Friday, January 6, 2012: 2:30 PM
River North Room (Chicago Marriott Downtown)
Marc Becker, Truman State University
Politicians and political activists in Ecuador repeatedly sought to create a Ministry of Indigenous Affairs, but their efforts continually met with mixed results. The most serious attempts emerged in the 1940s during a period when liberal politicians created a national branch of the Interamerican Indigenist Institute (III) that had been founded at Pátzcuaro, Mexico several years earlier. Unfortunately, the 1940s were also a period of extreme political flux in Ecuador.

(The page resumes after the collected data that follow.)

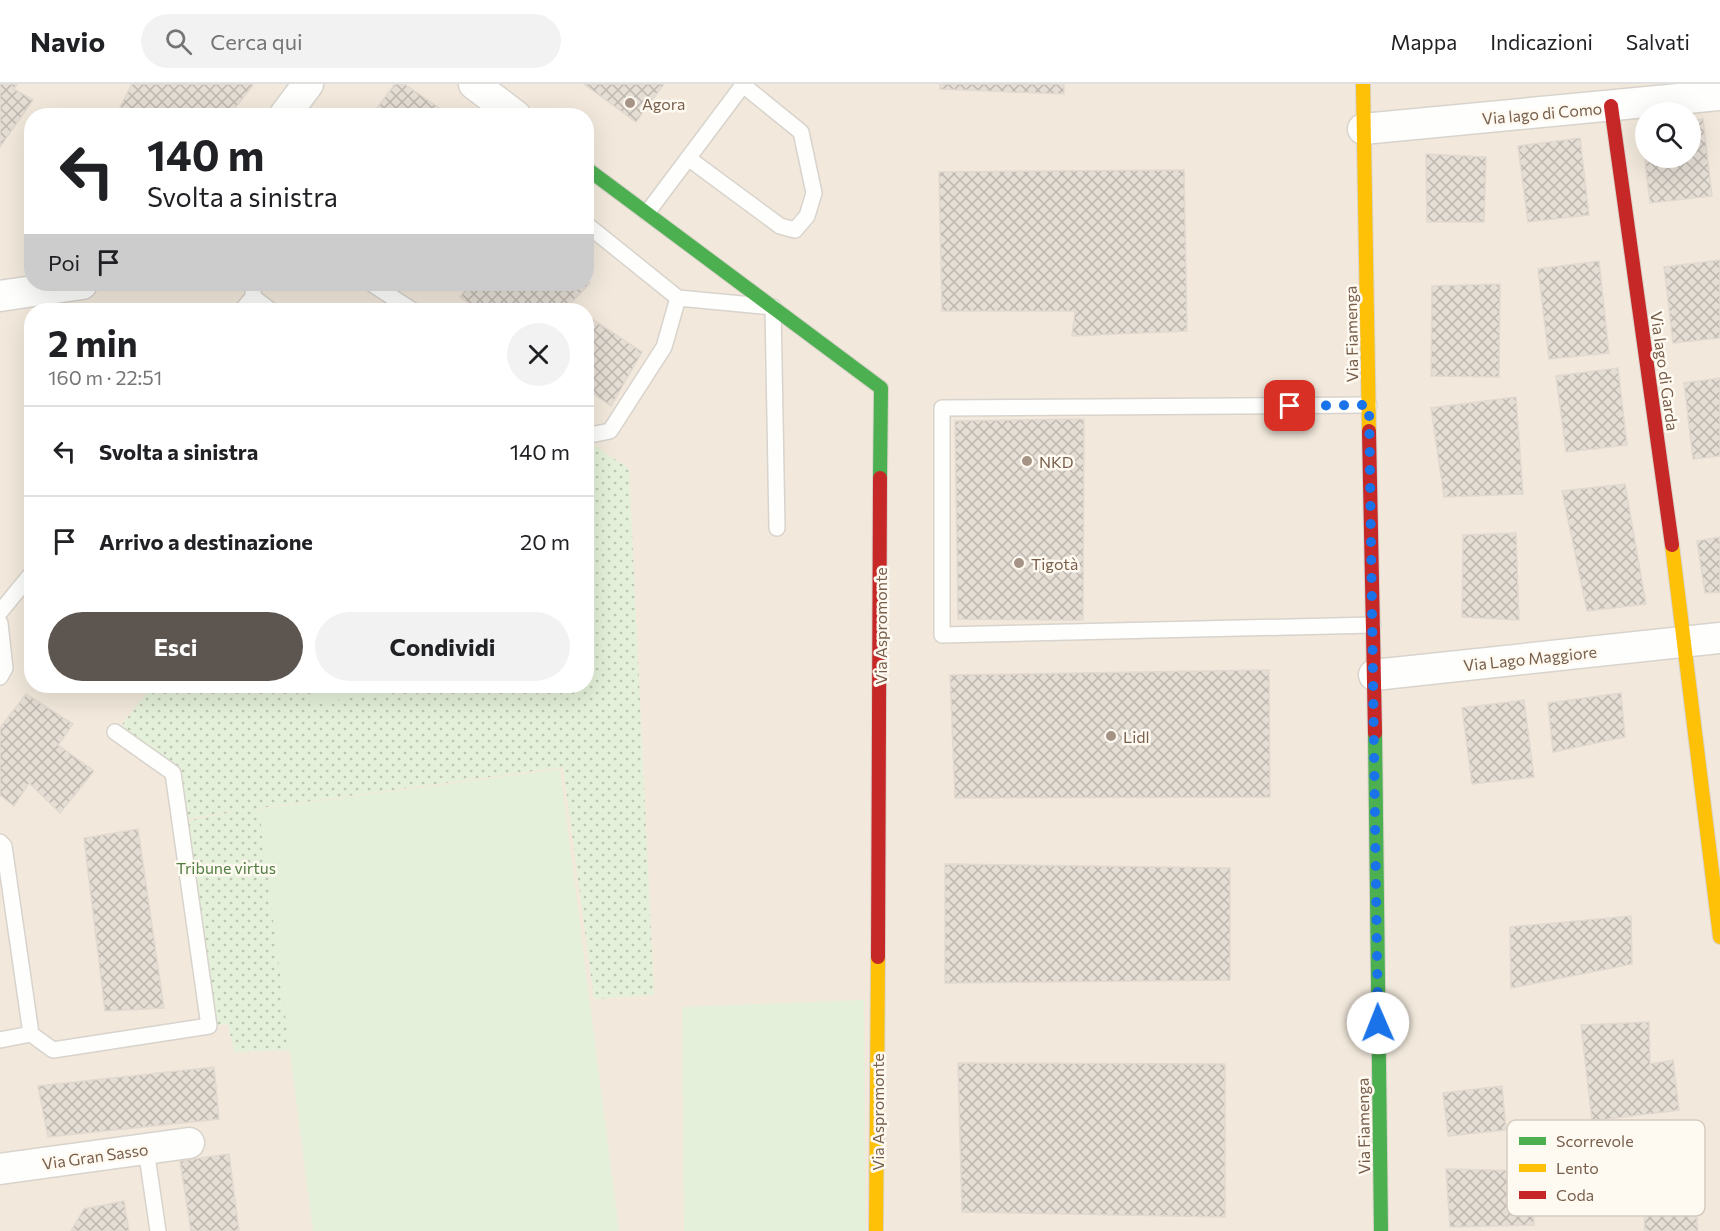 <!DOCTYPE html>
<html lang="it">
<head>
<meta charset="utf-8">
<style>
	body { margin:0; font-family:Commissioner,sans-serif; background:#f2f2f2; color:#202124; height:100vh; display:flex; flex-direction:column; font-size:22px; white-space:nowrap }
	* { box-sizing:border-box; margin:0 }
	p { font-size:20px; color:#757577 }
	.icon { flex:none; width:33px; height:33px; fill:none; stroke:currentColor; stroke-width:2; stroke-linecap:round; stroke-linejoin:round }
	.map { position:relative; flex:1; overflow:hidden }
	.drawer { position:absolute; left:24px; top:219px; width:570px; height:390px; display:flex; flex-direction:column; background:#fff; border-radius:24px; box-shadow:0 6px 24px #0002 }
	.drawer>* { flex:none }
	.guide { position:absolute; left:24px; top:24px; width:570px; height:183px; border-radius:24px; box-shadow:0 6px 24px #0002; background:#fff; color:#202124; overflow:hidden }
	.fabs { position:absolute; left:1635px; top:18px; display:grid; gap:12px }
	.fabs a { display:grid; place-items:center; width:66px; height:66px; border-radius:50%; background:#fff; box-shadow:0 6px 24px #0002; font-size:30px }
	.pin { position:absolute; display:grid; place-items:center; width:51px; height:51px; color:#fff; margin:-26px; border-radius:12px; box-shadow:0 3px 9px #0006 }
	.me { position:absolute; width:66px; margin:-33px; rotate:359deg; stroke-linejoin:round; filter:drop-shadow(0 0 4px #0008) }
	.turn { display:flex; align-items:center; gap:21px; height:126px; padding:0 24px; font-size:27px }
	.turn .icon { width:78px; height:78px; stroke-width:2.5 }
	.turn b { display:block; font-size:42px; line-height:51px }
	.then { display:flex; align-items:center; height:57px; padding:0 24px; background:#0003; gap:12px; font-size:22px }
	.round { display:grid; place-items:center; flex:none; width:63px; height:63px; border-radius:32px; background:#f2f2f2 }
	.summary { display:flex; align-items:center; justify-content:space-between; height:102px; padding:0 24px }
	h1 { font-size:36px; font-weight:700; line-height:45px }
	.cta { display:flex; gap:12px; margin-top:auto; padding:12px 24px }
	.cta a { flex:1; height:69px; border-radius:36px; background:#5c5550; color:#fff; font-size:24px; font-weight:700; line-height:69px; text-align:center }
	.cta a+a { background:#f2f2f2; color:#202124 }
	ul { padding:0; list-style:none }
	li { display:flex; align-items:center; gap:18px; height:90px; padding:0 24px; border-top:2px solid #e0e0e0 }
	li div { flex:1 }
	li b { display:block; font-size:22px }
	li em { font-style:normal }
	header { display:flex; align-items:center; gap:36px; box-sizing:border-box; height:84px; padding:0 30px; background:#fff; border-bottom:2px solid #e0e0e0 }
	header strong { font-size:28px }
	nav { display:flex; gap:33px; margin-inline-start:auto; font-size:21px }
	.search { width:420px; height:54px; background:#f2f2f2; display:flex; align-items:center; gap:15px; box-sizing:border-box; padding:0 21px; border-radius:33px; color:#757577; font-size:22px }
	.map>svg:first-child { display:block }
	.residential { fill:#f2e9dc; fill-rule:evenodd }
	.grass { fill:url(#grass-dots) }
	.pitch { fill:#e4f0d9 }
	.building { fill:url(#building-cross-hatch); stroke:#e2d9d0; stroke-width:1.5 }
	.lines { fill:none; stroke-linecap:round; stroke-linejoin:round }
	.lane-casing { stroke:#d8d3cc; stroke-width:18 }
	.street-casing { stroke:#d8d3cc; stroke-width:33 }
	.fast-casing { stroke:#d9d3cb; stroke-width:16 }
	.slow-casing { stroke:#d9d3cb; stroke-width:16 }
	.jam-casing { stroke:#d9d3cb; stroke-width:16 }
	.lane { stroke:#fefefc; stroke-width:15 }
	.street { stroke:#fefefc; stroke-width:30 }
	.fast { stroke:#4caf50; stroke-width:14 }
	.slow { stroke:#ffc107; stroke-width:14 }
	.jam { stroke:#c62828; stroke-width:14 }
	.route { stroke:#1a73e8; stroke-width:10; stroke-dasharray:0 18 }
	.poi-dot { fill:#a59485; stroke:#fffaf1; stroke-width:2 }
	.labels { text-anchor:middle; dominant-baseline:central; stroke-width:5; stroke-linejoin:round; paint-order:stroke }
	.poi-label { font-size:16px; fill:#785f4c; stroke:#fffaf1; text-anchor:start }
	.street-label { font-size:16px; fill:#785f4c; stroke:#fffaf1 }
	.park-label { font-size:16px; fill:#517e43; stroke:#fffaf1 }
	.key { fill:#fffaf1; stroke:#d6ccc0; stroke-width:1.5 }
	.key-label { font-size:16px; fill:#785f4c }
</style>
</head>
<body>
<header>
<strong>Navio</strong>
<div class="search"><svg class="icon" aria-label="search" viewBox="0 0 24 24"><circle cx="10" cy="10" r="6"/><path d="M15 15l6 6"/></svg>Cerca qui</div>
<nav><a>Mappa</a><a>Indicazioni</a><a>Salvati</a></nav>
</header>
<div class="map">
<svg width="1720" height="1147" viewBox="0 0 1720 1147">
	<defs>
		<pattern id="grass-dots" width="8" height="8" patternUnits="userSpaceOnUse" patternTransform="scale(1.5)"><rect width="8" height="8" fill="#e4f0d9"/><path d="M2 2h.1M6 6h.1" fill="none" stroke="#bec6b2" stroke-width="1.8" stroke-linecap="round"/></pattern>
		<pattern id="building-cross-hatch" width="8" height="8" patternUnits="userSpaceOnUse" patternTransform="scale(1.5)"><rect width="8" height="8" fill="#e5ded5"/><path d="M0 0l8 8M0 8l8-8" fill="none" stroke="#beb7af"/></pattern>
	</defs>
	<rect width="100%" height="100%" fill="#f9f6ee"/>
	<path class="residential" d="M0 0H1720V1147H0ZM1646 28H1690V74H1646ZM32 32H586V200H32ZM32 226H586V602H32Z"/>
	<polygon class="grass" points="587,356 629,385 654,911 594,915 563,683 259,724 290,966 234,968 228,940 209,942 180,738 240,727 182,735 175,686 117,647 152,602 586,602"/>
	<g class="pitch">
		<polygon points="310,602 444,602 312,619"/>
		<polygon points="560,685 619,1147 313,1147 259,725"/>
		<polygon points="864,916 866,1147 684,1147 682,923"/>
	</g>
	<g class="building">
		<polygon points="0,0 17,0 14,5 33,16 0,63"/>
		<polygon points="132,0 252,0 253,1 229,32 131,32 120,23"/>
		<polygon points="395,0 404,0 448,30 447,32 371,32"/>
		<polygon points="584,0 664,0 636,38"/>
		<polygon points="940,0 1064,0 1064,10 940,5"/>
		<polygon points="1703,35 1712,112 1650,119 1641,43 1646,43 1646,74 1690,74 1690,37"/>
		<polygon points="1580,54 1589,131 1528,138 1518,62"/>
		<polygon points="1426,70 1486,73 1484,138 1427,138"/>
		<polygon points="1184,86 1187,247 1072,252 1075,227 942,227 939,88"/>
		<polygon points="1720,176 1720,254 1673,259 1664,183"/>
		<polygon points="1599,177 1609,269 1549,275 1538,185"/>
		<polygon points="586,196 590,199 570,220 580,226 479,226 460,213 469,200 586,200"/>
		<polygon points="1500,200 1499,293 1431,292 1432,202"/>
		<polygon points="586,231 642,268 611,322 586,304"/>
		<polygon points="1618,284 1627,361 1566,368 1556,292"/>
		<polygon points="1720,294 1720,372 1693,375 1684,299"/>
		<polygon points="1516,313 1523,410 1444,413 1431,324"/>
		<polygon points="1084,335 1083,536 958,535 955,337"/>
		<polygon points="1625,400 1646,520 1587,527 1562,407"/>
		<polygon points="1516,449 1519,536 1462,533 1463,451"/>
		<polygon points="1720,453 1720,508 1705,509 1697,457"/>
		<polygon points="1269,586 1270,713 955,714 950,591"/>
		<polygon points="1621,609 1625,653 1553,668 1548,619"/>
		<polygon points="26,610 73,640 58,661 94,687 60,729 29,699 14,722 0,711 0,644"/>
		<polygon points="1524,616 1534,693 1472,700 1462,624"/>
		<polygon points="138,745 164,924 105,927 84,754"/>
		<polygon points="945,780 1230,784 1230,896 945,899"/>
		<polygon points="1631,832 1632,880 1511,904 1510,843"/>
		<polygon points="1649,938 1650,980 1673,976 1679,1026 1592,1037 1581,941"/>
		<polygon points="958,979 1225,980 1225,1133 962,1128"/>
		<polygon points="214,983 219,1035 48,1053 38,1002"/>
		<polygon points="1502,1002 1506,1046 1448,1052 1443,1009"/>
		<polygon points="1690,1059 1698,1147 1645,1147 1641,1069"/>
		<polygon points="229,1070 239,1147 191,1147 180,1077"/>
		<polygon points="1446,1085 1533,1087 1534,1141 1450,1143"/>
		<polygon points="124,1117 129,1147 71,1147 84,1125"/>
	</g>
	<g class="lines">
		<g class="lane-casing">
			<g id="lane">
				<polyline points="647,129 743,1 801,48 814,109 807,132 795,146 780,142 688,74"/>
				<polyline points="586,140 678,214 773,223 777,444"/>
				<polyline points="372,200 412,226"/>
				<polyline points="253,213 270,226"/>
				<polyline points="242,226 253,213 253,200"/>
				<polyline points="1369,321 942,324 942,551 1373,541"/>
				<polyline points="586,349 590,351 610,347 664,263 678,214"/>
				<polyline points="0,528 32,489"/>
				<polyline points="0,539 5,584 0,593"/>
				<polyline points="0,758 4,762 31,950 53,966 209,942 173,689 115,648"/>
				<polyline points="0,956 31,950"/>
				<polyline points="146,1065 158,1147"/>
			</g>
		</g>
		<g class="street-casing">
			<g id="street">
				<polyline points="474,0 516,32"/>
				<polyline points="284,32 308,0"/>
				<polyline points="1363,45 1720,11"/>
				<polyline points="0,212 82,200"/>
				<polyline points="1374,591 1720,554"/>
				<polyline points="0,1085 189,1059"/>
			</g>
		</g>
		<g class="fast-casing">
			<g id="fast">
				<polyline points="586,84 881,304 880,394"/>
				<polyline points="1375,649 1381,1147"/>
			</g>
		</g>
		<g class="slow-casing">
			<g id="slow">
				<polyline points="1363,0 1369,347"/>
				<polyline points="1672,461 1720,853"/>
				<polyline points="876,1147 878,873"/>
			</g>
		</g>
		<g class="jam-casing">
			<g id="jam">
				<polyline points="1611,22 1672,461"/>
				<polyline points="1369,347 1375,649"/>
				<polyline points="878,873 880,394"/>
			</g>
		</g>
		<use href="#lane" class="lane"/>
		<use href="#street" class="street"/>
		<use href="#fast" class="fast"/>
		<use href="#slow" class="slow"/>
		<use href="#jam" class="jam"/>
	</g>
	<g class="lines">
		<polyline class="route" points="1290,322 1369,321 1378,939"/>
	</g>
	<g class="poi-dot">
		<circle cx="630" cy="19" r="6"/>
		<circle cx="1027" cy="377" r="6"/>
		<circle cx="1019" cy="479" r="6"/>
		<circle cx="1111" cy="652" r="6"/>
	</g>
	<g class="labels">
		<g class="poi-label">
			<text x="642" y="19">Agora</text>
			<text x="1039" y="377">NKD</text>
			<text x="1031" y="479">Tigotà</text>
			<text x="1123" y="652">Lidl</text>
		</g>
		<g class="street-label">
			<text transform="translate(1542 29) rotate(-5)">Via lago di Como</text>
			<text transform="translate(1351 250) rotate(-91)">Via Fiamenga</text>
			<text transform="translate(1665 287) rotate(82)">Via lago di Garda</text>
			<text transform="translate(880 542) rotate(-90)">Via Aspromonte</text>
			<text transform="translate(1530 574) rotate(-6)">Via Lago Maggiore</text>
			<text transform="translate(877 1028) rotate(-90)">Via Aspromonte</text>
			<text transform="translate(1363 1042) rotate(-91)">Via Fiamenga</text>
			<text transform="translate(95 1072) rotate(-8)">Via Gran Sasso</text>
		</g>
		<g class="park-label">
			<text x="226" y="783">Tribune virtus</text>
		</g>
	</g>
	<rect x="1507" y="1036" width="198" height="96" rx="9" class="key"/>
	<rect x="1519" y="1053" width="27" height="8" fill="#4caf50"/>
	<rect x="1519" y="1080" width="27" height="8" fill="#ffc107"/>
	<rect x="1519" y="1107" width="27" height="8" fill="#c62828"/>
	<g class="key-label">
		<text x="1556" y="1063">Scorrevole</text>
		<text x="1556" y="1090">Lento</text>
		<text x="1556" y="1117">Coda</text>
	</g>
</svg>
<div class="fabs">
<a><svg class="icon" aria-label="search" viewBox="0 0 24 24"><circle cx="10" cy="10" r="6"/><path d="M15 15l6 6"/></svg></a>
</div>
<div class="pin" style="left:1290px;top:322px;background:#d93025"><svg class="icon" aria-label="arrive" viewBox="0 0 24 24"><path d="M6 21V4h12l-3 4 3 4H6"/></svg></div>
<svg class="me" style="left:1378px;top:939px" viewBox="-20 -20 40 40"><circle r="19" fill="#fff"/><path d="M0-13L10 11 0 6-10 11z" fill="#1a73e8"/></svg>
<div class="guide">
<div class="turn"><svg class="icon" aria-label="left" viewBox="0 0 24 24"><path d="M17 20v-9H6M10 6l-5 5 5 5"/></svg><div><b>140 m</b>Svolta a sinistra</div></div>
<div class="then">Poi<svg class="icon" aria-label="arrive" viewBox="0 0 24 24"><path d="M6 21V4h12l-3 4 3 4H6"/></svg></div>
</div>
<section class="drawer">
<div class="summary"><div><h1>2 min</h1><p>160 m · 22:51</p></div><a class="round"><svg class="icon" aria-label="close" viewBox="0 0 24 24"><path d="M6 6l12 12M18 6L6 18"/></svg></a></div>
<ul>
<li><svg class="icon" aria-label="left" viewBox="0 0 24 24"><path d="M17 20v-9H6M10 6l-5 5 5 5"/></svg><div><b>Svolta a sinistra</b></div><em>140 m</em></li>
<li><svg class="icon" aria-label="arrive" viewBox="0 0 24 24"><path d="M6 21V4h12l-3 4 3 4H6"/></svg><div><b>Arrivo a destinazione</b></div><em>20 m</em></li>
</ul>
<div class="cta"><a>Esci</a><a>Condividi</a></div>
</section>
</div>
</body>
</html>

Frequent changes in government placed efforts to create a Board of Indigenous Issues and Department of Indigenous Affairs as a first step toward a full-fledged Ministry in an extremely precarious state. A central problem was that their existence was dependent on the political sentiments and interests of the government, and politicians were not always committed to dedicating the necessary resources to these projects. The debates around the formation of such a ministry are representative of the broader problems that indigenistas faced in Ecuador. Typically those most committed to the creation of such a ministry were not liberal politicians dedicated to the assimilation of Indigenous peoples into a mestizo culture, but rather political radicals who struggled for their rights and liberation. A more fundamental problem, however, was the failure of those who advocated for such a ministry to gain the support of those who were to be the beneficiaries of its efforts. As a result, the debates over the ministry highlight a much broader pattern of excluding subalterns from political debates.